§ How to complete this task: Return all lines in the material below that contain "strokeStyle".

§ Supplied information:
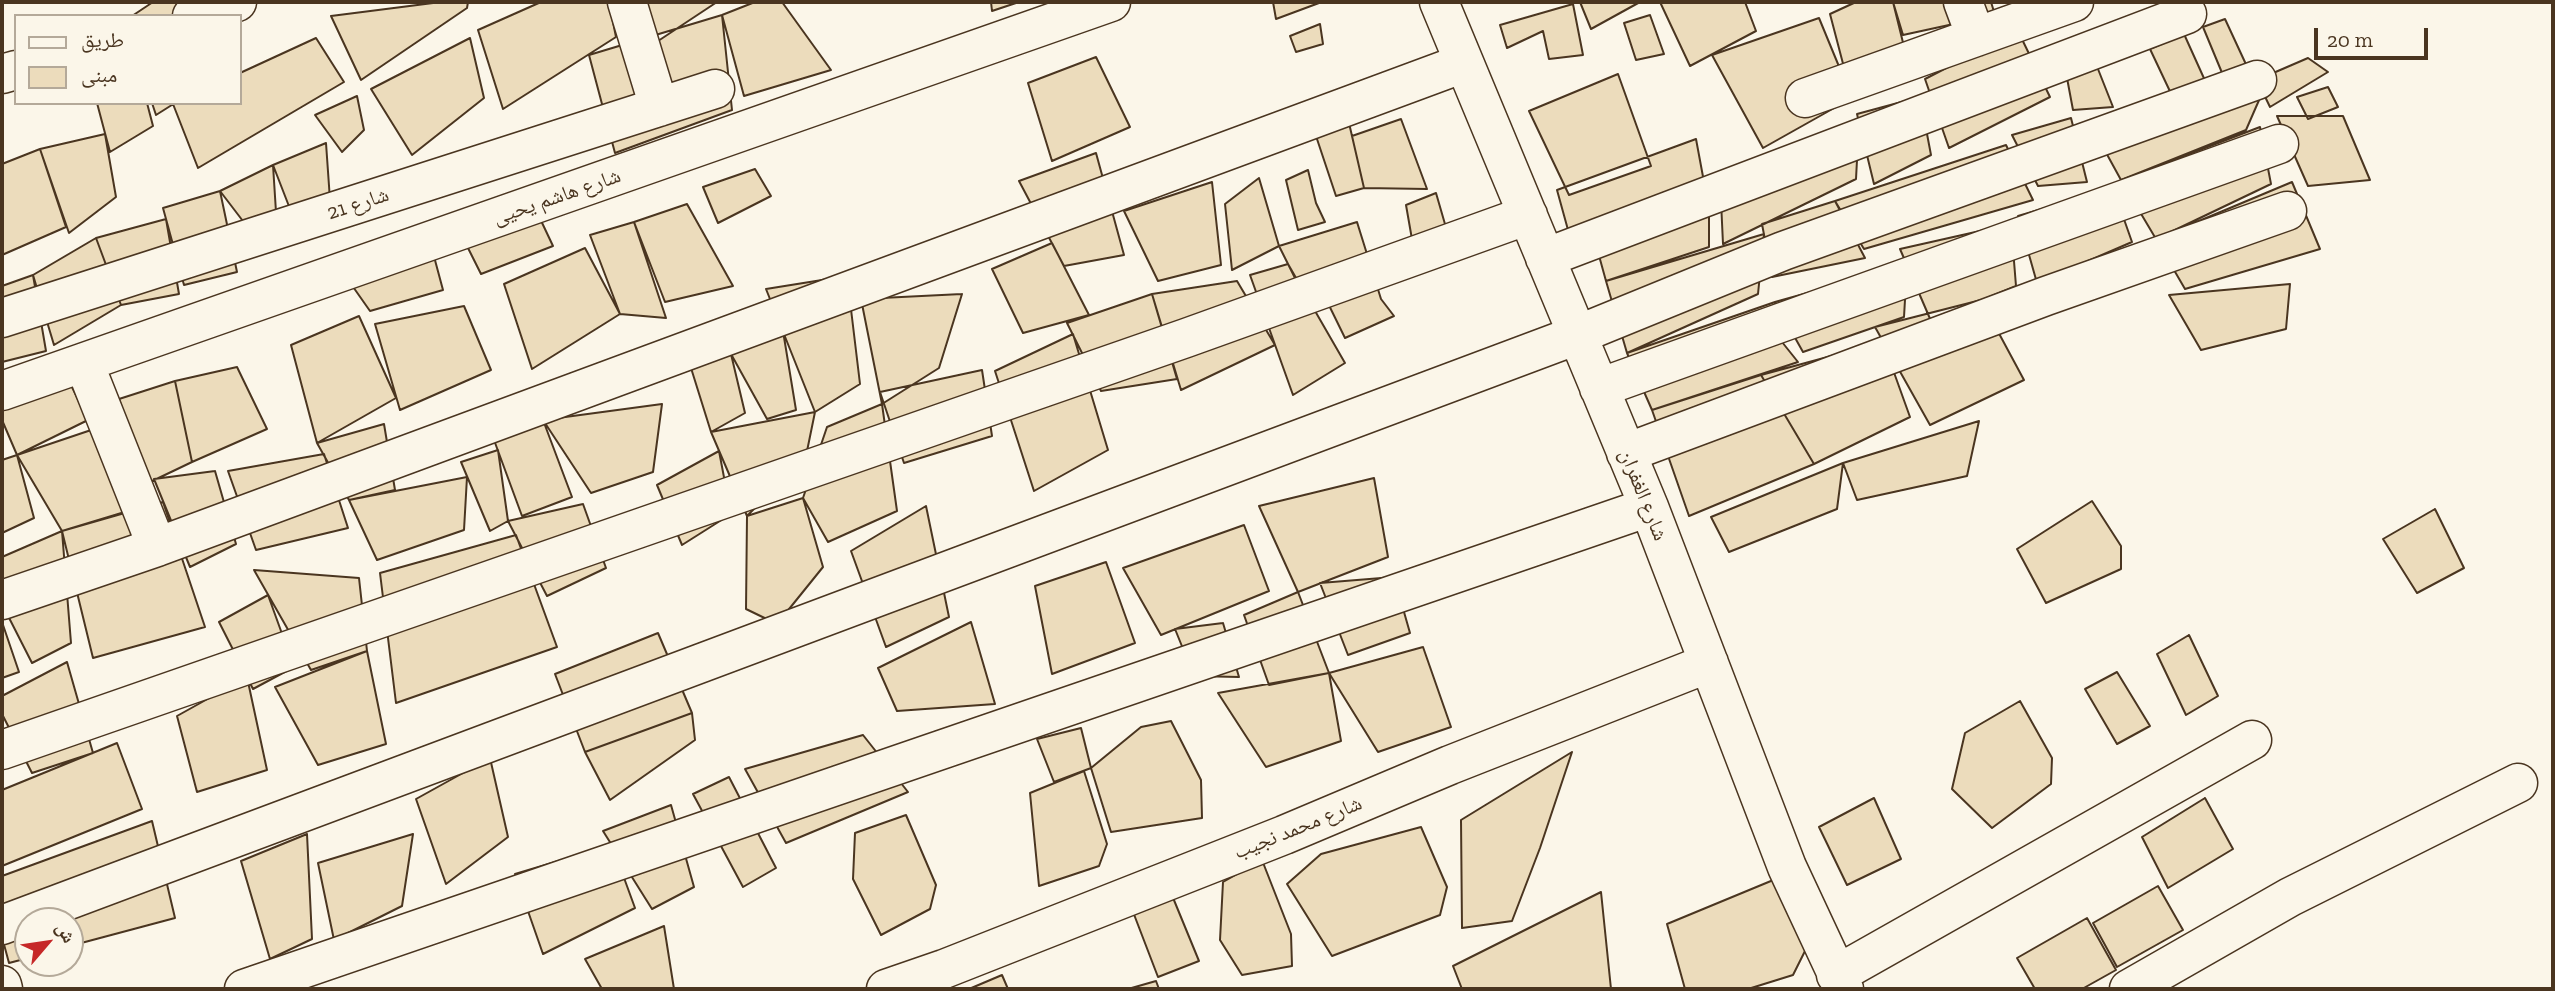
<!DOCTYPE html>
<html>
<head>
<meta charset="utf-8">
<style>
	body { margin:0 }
	#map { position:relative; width:2555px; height:991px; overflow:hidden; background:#fbf6e9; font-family:"Zilla Slab","Noto Naskh Arabic",serif }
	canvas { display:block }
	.frame { position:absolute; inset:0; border:4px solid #4a3520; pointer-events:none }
	.legend { position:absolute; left:14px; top:14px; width:228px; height:91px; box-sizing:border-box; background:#fbf6e9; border:2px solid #b4a999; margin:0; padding:9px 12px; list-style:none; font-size:21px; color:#4a3520 }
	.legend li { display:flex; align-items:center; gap:14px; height:35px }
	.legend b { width:35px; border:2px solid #b4a999 }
	.north { position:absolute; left:14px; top:907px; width:70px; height:70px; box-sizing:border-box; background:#fbf6e9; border:2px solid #b4a999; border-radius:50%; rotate:61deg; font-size:19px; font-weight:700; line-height:28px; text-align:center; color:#4a3520 }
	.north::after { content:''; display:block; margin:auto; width:24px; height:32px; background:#c62828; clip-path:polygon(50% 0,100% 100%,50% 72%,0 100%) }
	.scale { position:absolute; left:2314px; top:28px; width:114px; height:32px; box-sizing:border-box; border:4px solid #4a3520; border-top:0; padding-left:9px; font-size:21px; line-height:24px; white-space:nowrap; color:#4a3520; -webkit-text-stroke:5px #fbf6e9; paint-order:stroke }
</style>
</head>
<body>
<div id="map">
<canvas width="2555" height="991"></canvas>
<div class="frame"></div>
<ul class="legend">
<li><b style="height:9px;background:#fbf6e9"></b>طريق</li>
<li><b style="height:19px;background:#ecdcbc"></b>مبنى</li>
</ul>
<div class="north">ش</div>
<div class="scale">20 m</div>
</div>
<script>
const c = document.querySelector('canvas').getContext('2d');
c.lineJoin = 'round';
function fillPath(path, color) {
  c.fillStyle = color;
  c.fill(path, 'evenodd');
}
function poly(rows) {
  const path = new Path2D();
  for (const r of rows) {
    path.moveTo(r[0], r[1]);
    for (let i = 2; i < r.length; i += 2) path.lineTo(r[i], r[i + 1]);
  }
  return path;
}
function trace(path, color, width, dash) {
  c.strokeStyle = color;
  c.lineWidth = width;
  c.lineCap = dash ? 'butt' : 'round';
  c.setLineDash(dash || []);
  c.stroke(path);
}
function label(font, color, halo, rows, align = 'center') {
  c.font = font + ' "Zilla Slab","Noto Naskh Arabic",serif';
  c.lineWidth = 5;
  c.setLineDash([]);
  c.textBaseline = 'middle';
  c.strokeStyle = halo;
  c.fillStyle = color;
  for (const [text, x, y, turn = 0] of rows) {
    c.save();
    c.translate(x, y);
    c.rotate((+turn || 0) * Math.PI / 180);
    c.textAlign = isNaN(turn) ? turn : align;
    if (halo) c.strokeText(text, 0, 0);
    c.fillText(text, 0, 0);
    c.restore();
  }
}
const building = poly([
	[153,2,176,2,180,16,132,16,153,2],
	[441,2,468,2,467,8,361,80,331,16,441,2],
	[541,2,609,2,616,37,503,109,478,30,541,2],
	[639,2,717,2,652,45,639,2],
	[755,2,782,2,831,70,744,96,722,15,755,2],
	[991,2,1019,2,992,11,991,2],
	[1273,2,1318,2,1319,3,1276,19,1273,2],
	[1580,2,1640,2,1591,29,1580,2],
	[1660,2,1745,2,1756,31,1690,66,1660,2],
	[1856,2,1893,2,1910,71,1852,98,1830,14,1856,2],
	[1893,2,1991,2,1995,15,1903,35,1893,2],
	[1573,4,1583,55,1549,59,1543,31,1507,48,1500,25,1573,4],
	[722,15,732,110,615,153,589,55,722,15],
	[1650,15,1664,54,1636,60,1624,23,1650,15],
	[1819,18,1852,98,1763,148,1712,55,1819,18],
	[2225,19,2250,73,2225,80,2203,27,2225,19],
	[1320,24,1323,44,1296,52,1290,36,1320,24],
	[2018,31,2050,97,1949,148,1925,79,2018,31],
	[2184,34,2207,85,2175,102,2150,49,2184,34],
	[316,38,344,82,198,168,173,104,240,103,240,73,316,38],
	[470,38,484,98,412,155,371,89,470,38],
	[1096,57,1130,127,1052,161,1028,83,1096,57],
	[2308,58,2328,72,2270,107,2257,80,2308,58],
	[2096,64,2113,107,2073,110,2067,78,2096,64],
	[1618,74,1651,166,1569,195,1529,111,1618,74],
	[2328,87,2338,107,2308,119,2297,97,2328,87],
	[2263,91,2246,130,2121,180,2098,138,2263,91],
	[357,96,364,130,342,152,315,115,357,96],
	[1920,97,1931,155,1874,184,1857,114,1920,97],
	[97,103,147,103,153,126,110,152,97,103],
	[152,103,175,103,156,115,152,103],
	[2277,116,2343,116,2370,180,2308,186,2277,116],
	[2071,118,2087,182,2038,186,2012,135,2071,118],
	[1401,119,1427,189,1364,188,1352,136,1401,119],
	[1859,122,1856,179,1723,244,1721,201,1859,122],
	[1349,123,1364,188,1336,196,1316,136,1349,123],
	[2260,127,2271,184,2156,239,2121,180,2260,127],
	[105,134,116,197,69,233,40,149,105,134],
	[1696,139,1704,182,1573,248,1557,190,1696,139],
	[326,143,330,200,292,214,273,165,326,143],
	[2006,145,2033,200,1864,249,1835,201,2006,145],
	[40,149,66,227,2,255,2,164,40,149],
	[1096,153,1124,255,1064,266,1019,181,1096,153],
	[273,165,276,212,249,229,220,191,273,165],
	[755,169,771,196,718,223,703,187,755,169],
	[1308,170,1316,203,1325,222,1298,230,1286,180,1308,170],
	[1259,178,1279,246,1232,270,1225,204,1259,178],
	[1212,182,1221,265,1158,281,1124,211,1212,182],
	[2292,182,2320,249,2185,289,2156,239,2292,182],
	[2113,188,2132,242,2037,283,2018,216,2113,188],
	[220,191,237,272,184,285,163,208,220,191],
	[1436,193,1447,231,1413,245,1406,205,1436,193],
	[1835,201,1865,258,1772,277,1762,224,1835,201],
	[687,204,733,286,665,302,634,222,687,204],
	[536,210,553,246,481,274,461,234,536,210],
	[1709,214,1709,247,1606,281,1598,252,1709,214],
	[166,219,179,294,121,305,96,238,166,219],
	[634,222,666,318,620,314,590,235,634,222],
	[1357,222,1381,299,1394,316,1345,338,1321,289,1297,282,1279,246,1357,222],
	[2011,224,2016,286,1931,321,1900,249,2011,224],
	[1764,234,1758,294,1627,353,1606,281,1764,234],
	[96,238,121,305,54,345,33,275,96,238],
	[1052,243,1089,315,1023,333,992,269,1052,243],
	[585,248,620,314,532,369,504,284,585,248],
	[432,249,443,290,370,311,344,274,432,249],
	[1288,264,1345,363,1293,395,1250,275,1288,264],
	[1907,265,1904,317,1803,352,1775,302,1907,265],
	[33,275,46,351,2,362,2,286,33,275],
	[847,276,860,384,815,412,766,289,847,276],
	[1237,281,1275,345,1181,390,1152,294,1237,281],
	[2290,284,2286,329,2201,350,2169,295,2290,284],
	[962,294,939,368,882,404,861,299,962,294],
	[1152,294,1177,379,1101,391,1067,323,1152,294],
	[1981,300,2024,380,1930,425,1875,327,1981,300],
	[1775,302,1778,337,1798,362,1652,410,1627,353,1775,302],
	[464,306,491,370,400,410,375,324,464,306],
	[359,316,396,398,317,443,291,345,359,316],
	[783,331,796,410,767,419,731,354,783,331],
	[1073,334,1108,450,1034,491,995,371,1073,334],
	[1883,342,1910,417,1814,464,1761,375,1883,342],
	[731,354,745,413,711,432,691,368,731,354],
	[237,367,267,429,192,462,175,381,237,367],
	[982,370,992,436,904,463,880,392,982,370],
	[1761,375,1814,464,1689,516,1652,410,1761,375],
	[175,381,192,462,146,484,119,399,175,381],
	[71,385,88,420,17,455,2,420,2,402,71,385],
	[662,404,653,472,591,493,543,420,662,404],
	[882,404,897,511,828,542,803,498,827,427,882,404],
	[815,412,806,456,747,516,711,432,815,412],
	[543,420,572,497,522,516,494,440,543,420],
	[1979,421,1967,476,1857,500,1843,463,1979,421],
	[384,424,395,490,349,500,317,443,384,424],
	[106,425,128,511,62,531,17,455,106,425],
	[498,450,508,521,490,531,461,462,498,450],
	[719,451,731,514,682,545,657,485,719,451],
	[324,454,348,528,256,550,228,471,324,454],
	[17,455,34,518,2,533,2,460,17,455],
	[1843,463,1837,509,1729,552,1711,517,1843,463],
	[215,471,236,544,190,567,154,479,215,471],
	[467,477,464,530,377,560,349,500,467,477],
	[1374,478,1388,557,1298,592,1259,506,1374,478],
	[803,498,823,567,777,624,746,609,747,516,803,498],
	[2092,501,2121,546,2121,569,2046,603,2017,549,2092,501],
	[163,502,205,627,93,658,62,531,163,502],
	[583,504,606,568,547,596,508,521,583,504],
	[926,506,949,617,886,647,851,551,926,506],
	[2435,509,2464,568,2417,593,2383,539,2435,509],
	[1244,525,1269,591,1161,635,1123,568,1244,525],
	[62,531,71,643,32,663,2,604,2,557,62,531],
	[516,535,557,647,396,703,380,573,516,535],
	[1106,562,1135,643,1052,674,1035,586,1106,562],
	[254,570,359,578,367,651,311,670,254,570],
	[1394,577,1410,633,1348,655,1320,583,1394,577],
	[1298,592,1329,673,1269,685,1244,615,1298,592],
	[268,595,294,667,253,689,219,622,268,595],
	[2,622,19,672,2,678,2,622],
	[971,622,995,704,897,711,878,668,971,622],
	[1223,623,1239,677,1194,676,1175,629,1223,623],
	[658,633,692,713,585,752,555,674,658,633],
	[2189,635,2218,696,2186,715,2157,654,2189,635],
	[1423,647,1451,727,1378,752,1329,673,1423,647],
	[367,651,386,744,318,765,275,687,367,651],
	[67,662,93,753,32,773,2,714,2,696,67,662],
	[2117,672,2150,726,2117,744,2085,689,2117,672],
	[1329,673,1341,741,1266,767,1218,693,1329,673],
	[247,677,267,770,197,792,177,716,247,677],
	[2020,701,2052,758,2051,784,1992,828,1952,789,1965,733,2020,701],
	[692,713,695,740,610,800,585,752,692,713],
	[1171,721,1201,780,1202,818,1111,832,1091,768,1141,727,1171,721],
	[1081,728,1091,768,1054,782,1037,739,1081,728],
	[863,735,908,792,786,843,745,769,863,735],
	[117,743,142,809,2,866,2,790,117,743],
	[1572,752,1540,848,1512,921,1462,928,1461,820,1572,752],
	[490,758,508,837,446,884,416,799,490,758],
	[1084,771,1107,844,1099,866,1039,886,1030,793,1084,771],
	[729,777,776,868,743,887,693,794,729,777],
	[1874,798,1901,859,1847,885,1819,827,1874,798],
	[2205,798,2233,849,2168,888,2142,837,2205,798],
	[671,805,694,887,652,909,603,831,671,805],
	[906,815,936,885,930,909,881,935,853,879,855,833,906,815],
	[152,821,175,918,70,946,70,921,28,921,28,958,9,963,2,937,2,876,152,821],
	[1421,827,1447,887,1440,915,1332,956,1287,884,1321,854,1421,827],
	[307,834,312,939,270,959,241,861,307,834],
	[413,834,402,906,334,940,318,863,413,834],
	[612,845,635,908,543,954,515,874,612,845],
	[1262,860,1291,934,1292,966,1242,975,1220,940,1223,882,1262,860],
	[1783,876,1810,941,1793,975,1748,989,1685,989,1667,924,1783,876],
	[2158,886,2183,930,2117,967,2093,923,2158,886],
	[1169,888,1199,961,1158,977,1130,904,1169,888],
	[1601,892,1611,989,1462,989,1453,966,1601,892],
	[2087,918,2116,970,2082,989,2035,989,2017,958,2087,918],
	[664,926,674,989,602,989,585,959,664,926],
	[1002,975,1008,989,969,989,1002,975],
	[1156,981,1159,989,1128,989,1156,981]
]);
fillPath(building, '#ecdcbc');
trace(building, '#4a3520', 2);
const minor = poly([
	[627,2,659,107],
	[1439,2,1649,507,1787,867,1844,989],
	[1963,2,1976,37],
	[192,16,237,2],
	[2,74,16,70],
	[1805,98,2074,2],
	[1545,258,2187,14],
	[2,318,715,89],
	[84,363,157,547],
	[1599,388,2279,144],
	[2,391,1111,2],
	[1626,453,2046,296,2287,211],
	[2,600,157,547,1464,63],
	[2,750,1186,338,1528,215],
	[2,925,1577,335,1783,251,2257,80],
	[1836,975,2252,740],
	[2,985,3,989],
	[244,989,1649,507],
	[886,989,944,969,1284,835,1450,765,1709,663],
	[2129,989,2290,897,2518,783]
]);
trace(minor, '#4a3520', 41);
trace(minor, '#fbf6e9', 38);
label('21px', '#4a3520', '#fbf6e9', [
	["شارع هاشم يحيى",557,197,-19],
	["شارع 21",358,204,-18],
	["شارع الغفران",1643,495,68],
	["شارع محمد نجيب",1298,828,-22]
]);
</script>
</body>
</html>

§ Answer box:
  c.strokeStyle = color;
  c.strokeStyle = halo;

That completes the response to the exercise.